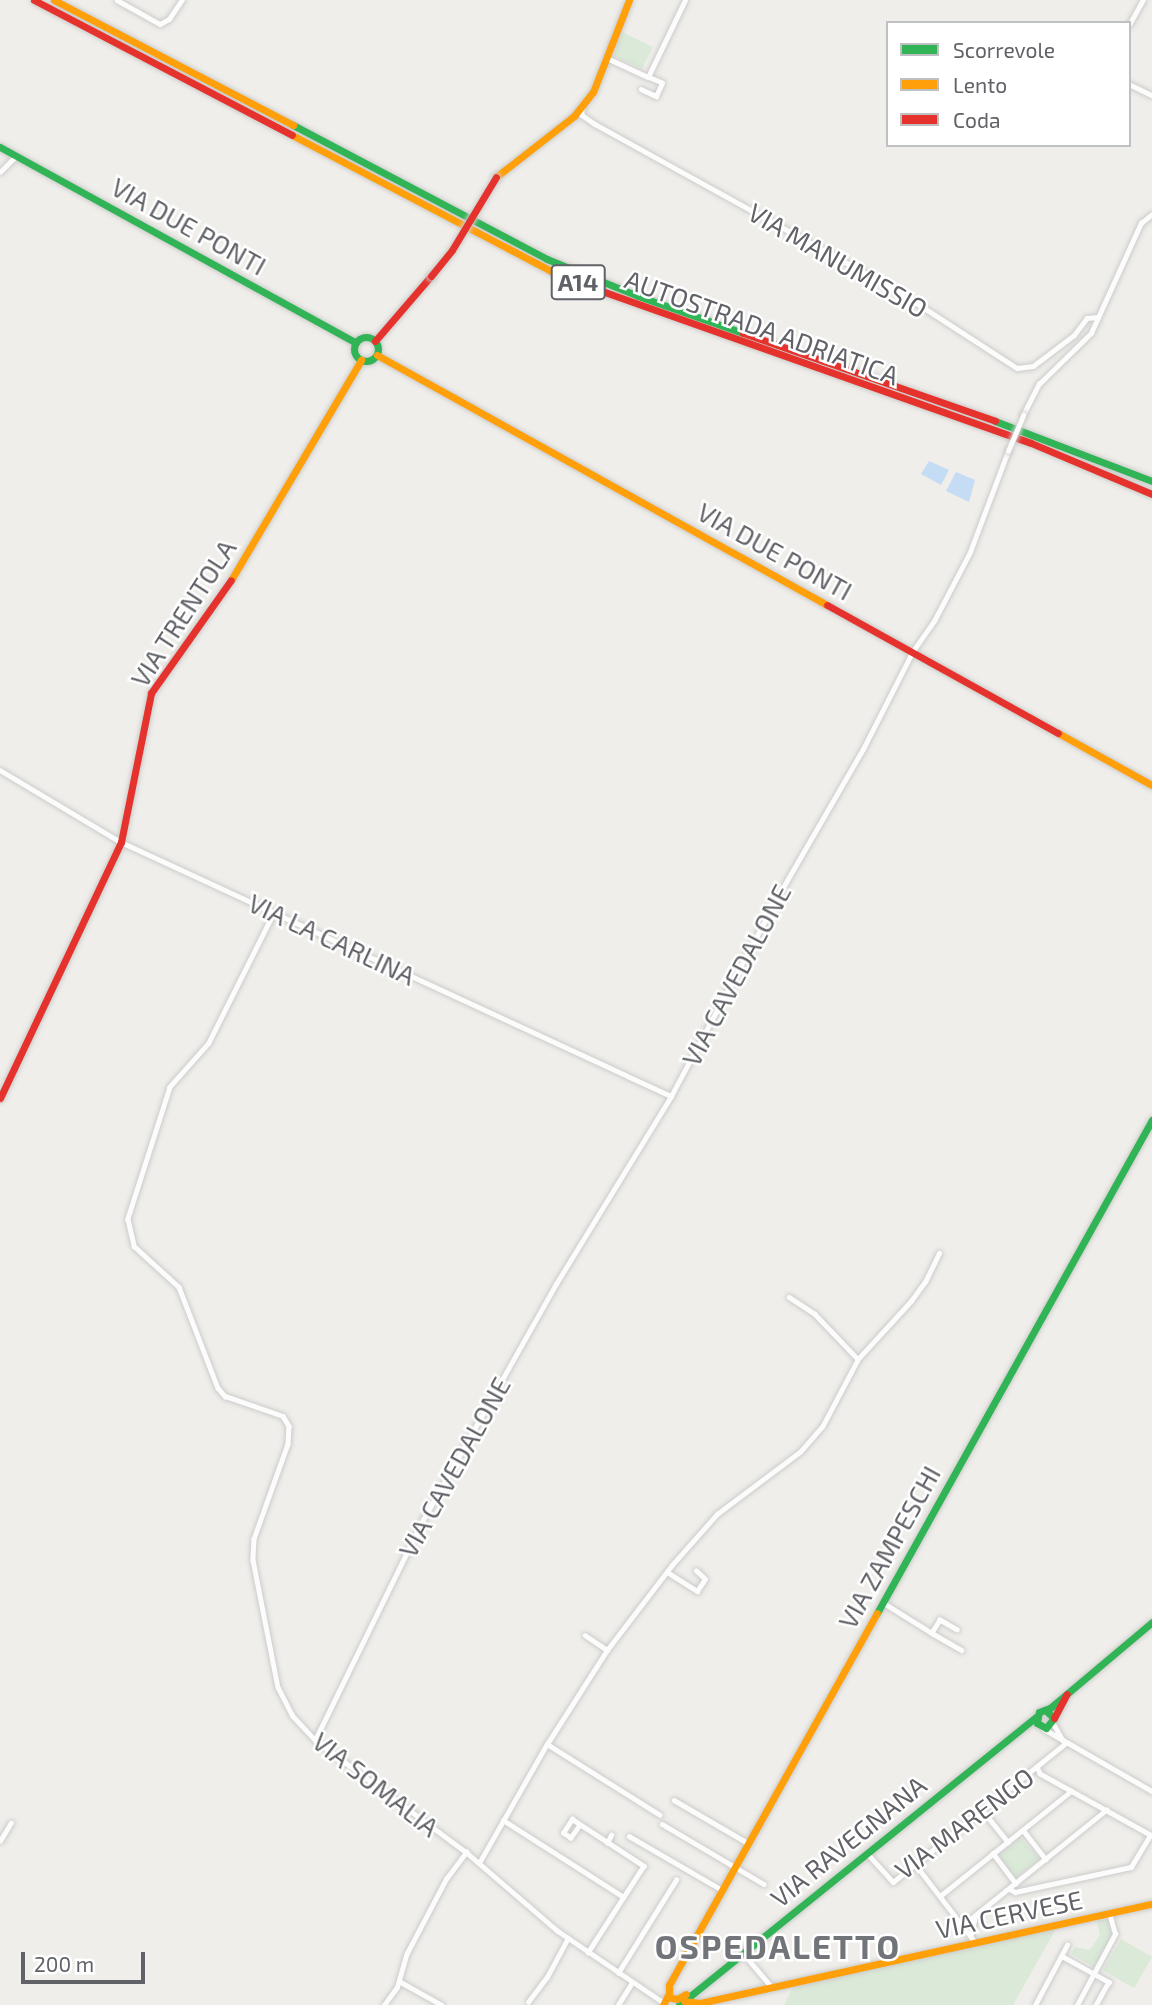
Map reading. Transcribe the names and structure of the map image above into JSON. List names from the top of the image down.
{
  "streets": {
    "main road": [
      "VIA DUE PONTI",
      "A14",
      "AUTOSTRADA ADRIATICA",
      "VIA TRENTOLA",
      "VIA ZAMPESCHI",
      "VIA RAVEGNANA",
      "VIA CERVESE"
    ],
    "street": [
      "VIA MANUMISSIO",
      "VIA LA CARLINA",
      "VIA CAVEDALONE",
      "VIA SOMALIA",
      "VIA MARENGO"
    ]
  },
  "crossings": [
    ["VIA DUE PONTI", "VIA TRENTOLA"],
    ["VIA DUE PONTI", "VIA CAVEDALONE"],
    ["VIA MANUMISSIO", "VIA CAVEDALONE"],
    ["VIA TRENTOLA", "VIA LA CARLINA"],
    ["VIA LA CARLINA", "VIA CAVEDALONE"],
    ["VIA LA CARLINA", "VIA SOMALIA"],
    ["VIA CAVEDALONE", "VIA SOMALIA"],
    ["VIA ZAMPESCHI", "VIA SOMALIA"],
    ["VIA ZAMPESCHI", "VIA RAVEGNANA"],
    ["VIA ZAMPESCHI", "VIA CERVESE"],
    ["VIA SOMALIA", "VIA RAVEGNANA"],
    ["VIA SOMALIA", "VIA CERVESE"],
    ["VIA MARENGO", "VIA RAVEGNANA"],
    ["VIA RAVEGNANA", "VIA CERVESE"]
  ],
  "districts": ["OSPEDALETTO"],
  "legend": ["Scorrevole", "Lento", "Coda"],
  "scale_bar": "200 m"
}
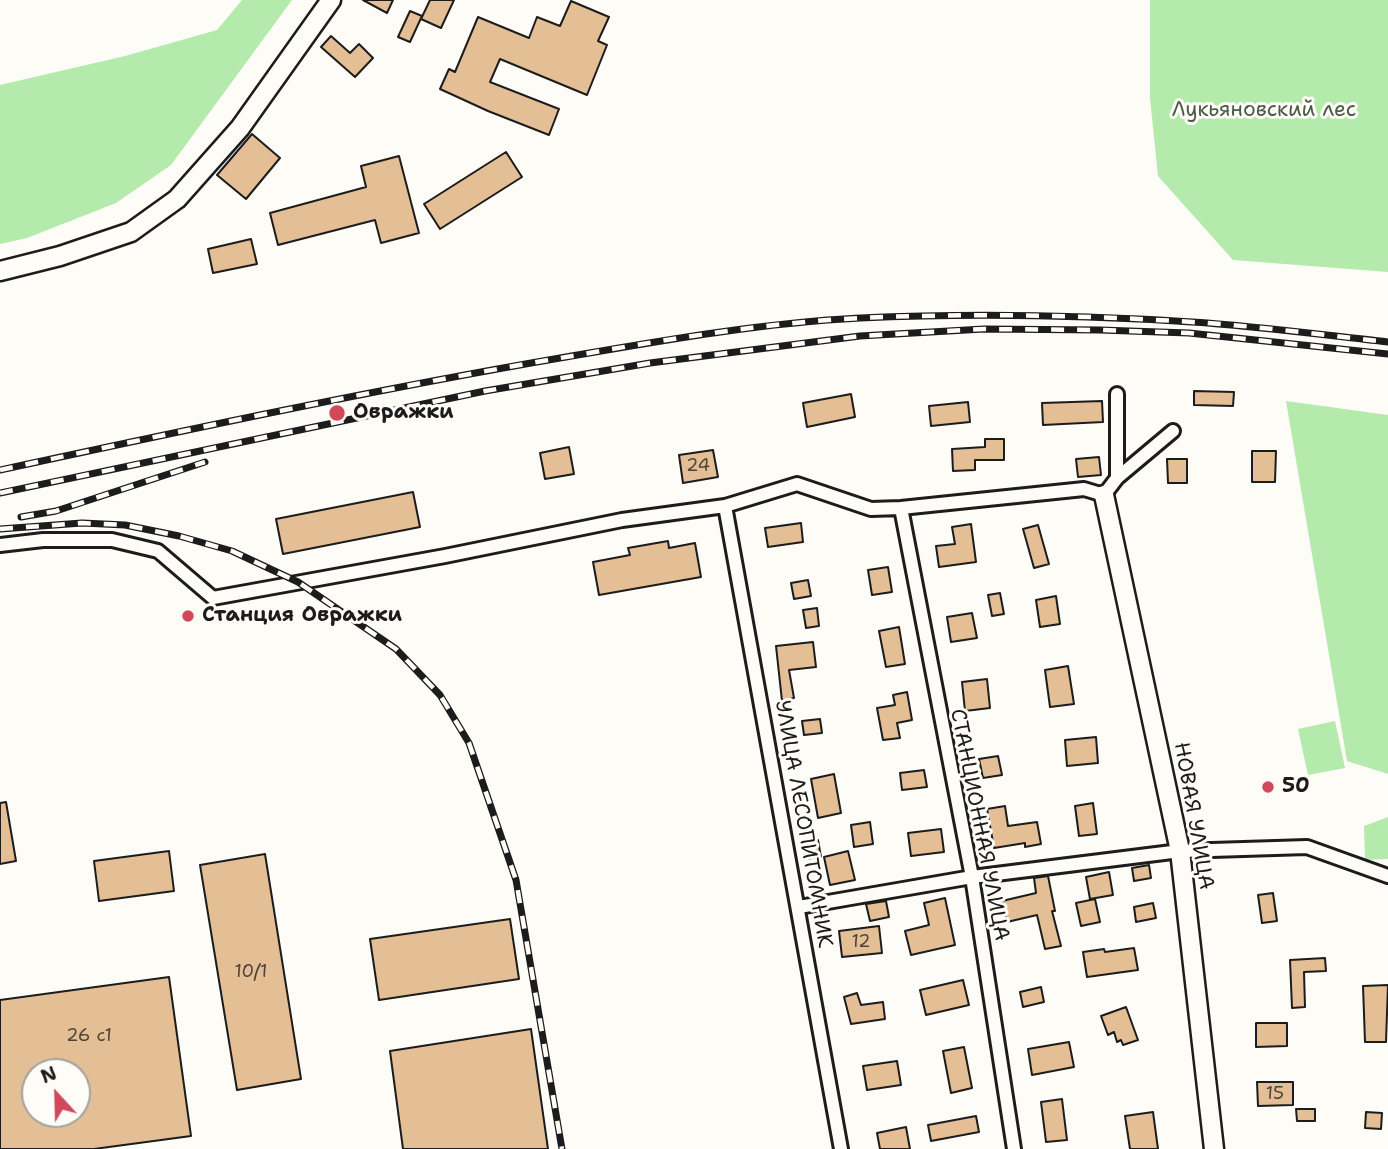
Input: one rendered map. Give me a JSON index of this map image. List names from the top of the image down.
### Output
{
  "streets": {
    "street": ["НОВАЯ УЛИЦА", "УЛИЦА ЛЕСОПИТОМНИК", "СТАНЦИОННАЯ УЛИЦА"]
  },
  "parks": ["Лукьяновский лес"],
  "places": ["Овражки", "Станция Овражки", "50"],
  "house_numbers": [
    "24",
    "12",
    "10/1",
    "26 с1",
    "15"
  ],
  "north": "top"
}
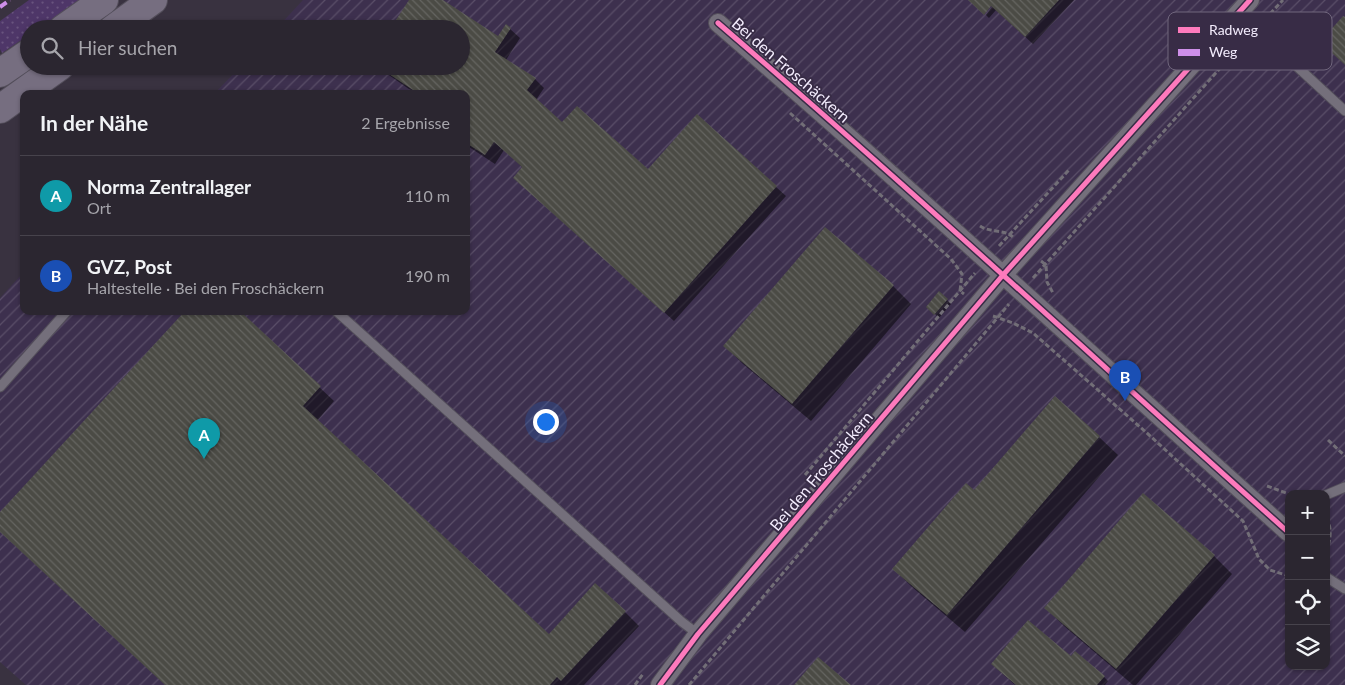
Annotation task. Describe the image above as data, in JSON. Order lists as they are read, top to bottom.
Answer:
{
  "streets": {
    "street": ["Bei den Froschäckern"]
  },
  "legend": ["Radweg", "Weg"],
  "page": {
    "search": "Hier suchen",
    "heading": ["In der Nähe", "2 Ergebnisse"],
    "list": [
      {
        "mark": "A",
        "name": "Norma Zentrallager",
        "note": "Ort",
        "value": "110 m"
      },
      {
        "mark": "B",
        "name": "GVZ, Post",
        "note": "Haltestelle · Bei den Froschäckern",
        "value": "190 m"
      }
    ],
    "pins": ["B", "A"],
    "map_buttons": ["+", "−"]
  }
}
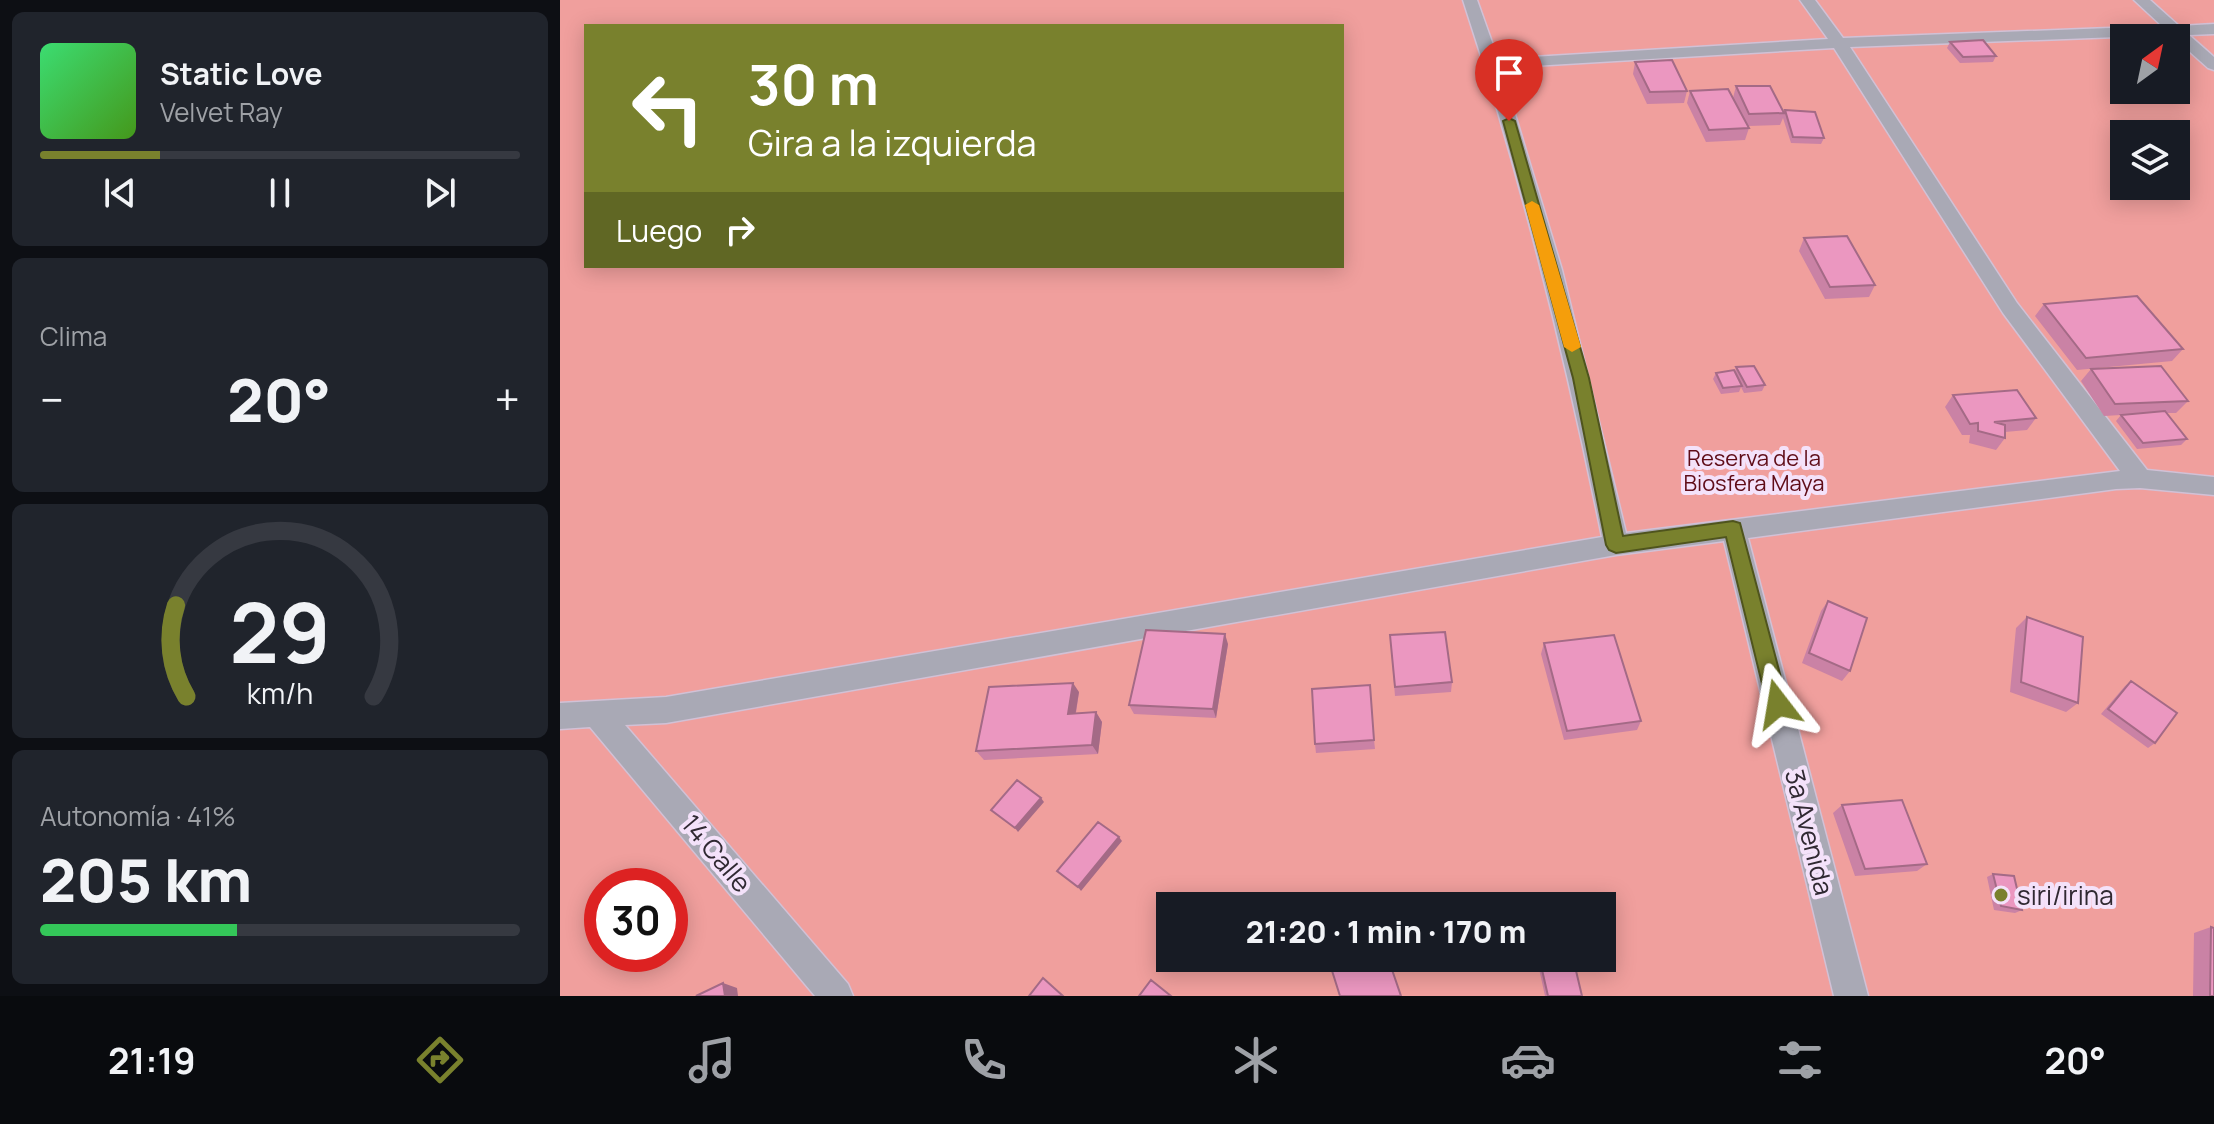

Your assignment
Pictures aside, print every line of the material exactly.

Reply to the exercise
Map reading. Transcribe the names and structure of the map image above into JSON. List names from the top of the image down.
{
  "streets": {
    "main road": [
      "VIA DUE PONTI",
      "A14",
      "AUTOSTRADA ADRIATICA",
      "VIA TRENTOLA",
      "VIA ZAMPESCHI",
      "VIA RAVEGNANA",
      "VIA CERVESE"
    ],
    "street": [
      "VIA MANUMISSIO",
      "VIA LA CARLINA",
      "VIA CAVEDALONE",
      "VIA SOMALIA",
      "VIA MARENGO"
    ]
  },
  "crossings": [
    ["VIA DUE PONTI", "VIA TRENTOLA"],
    ["VIA DUE PONTI", "VIA CAVEDALONE"],
    ["VIA MANUMISSIO", "VIA CAVEDALONE"],
    ["VIA TRENTOLA", "VIA LA CARLINA"],
    ["VIA LA CARLINA", "VIA CAVEDALONE"],
    ["VIA LA CARLINA", "VIA SOMALIA"],
    ["VIA CAVEDALONE", "VIA SOMALIA"],
    ["VIA ZAMPESCHI", "VIA SOMALIA"],
    ["VIA ZAMPESCHI", "VIA RAVEGNANA"],
    ["VIA ZAMPESCHI", "VIA CERVESE"],
    ["VIA SOMALIA", "VIA RAVEGNANA"],
    ["VIA SOMALIA", "VIA CERVESE"],
    ["VIA MARENGO", "VIA RAVEGNANA"],
    ["VIA RAVEGNANA", "VIA CERVESE"]
  ],
  "districts": ["OSPEDALETTO"],
  "legend": ["Scorrevole", "Lento", "Coda"],
  "scale_bar": "200 m"
}
Input: one rendered map. Give me a JSON index of this map image. List names from the top of the image down.
### Output
{
  "streets": {
    "street": ["НОВАЯ УЛИЦА", "УЛИЦА ЛЕСОПИТОМНИК", "СТАНЦИОННАЯ УЛИЦА"]
  },
  "parks": ["Лукьяновский лес"],
  "places": ["Овражки", "Станция Овражки", "50"],
  "house_numbers": [
    "24",
    "12",
    "10/1",
    "26 с1",
    "15"
  ],
  "north": "top"
}
Annotation task. Describe the image above as data, in JSON. Order lists as they are read, top to bottom.
Answer:
{
  "streets": {
    "street": ["Bei den Froschäckern"]
  },
  "legend": ["Radweg", "Weg"],
  "page": {
    "search": "Hier suchen",
    "heading": ["In der Nähe", "2 Ergebnisse"],
    "list": [
      {
        "mark": "A",
        "name": "Norma Zentrallager",
        "note": "Ort",
        "value": "110 m"
      },
      {
        "mark": "B",
        "name": "GVZ, Post",
        "note": "Haltestelle · Bei den Froschäckern",
        "value": "190 m"
      }
    ],
    "pins": ["B", "A"],
    "map_buttons": ["+", "−"]
  }
}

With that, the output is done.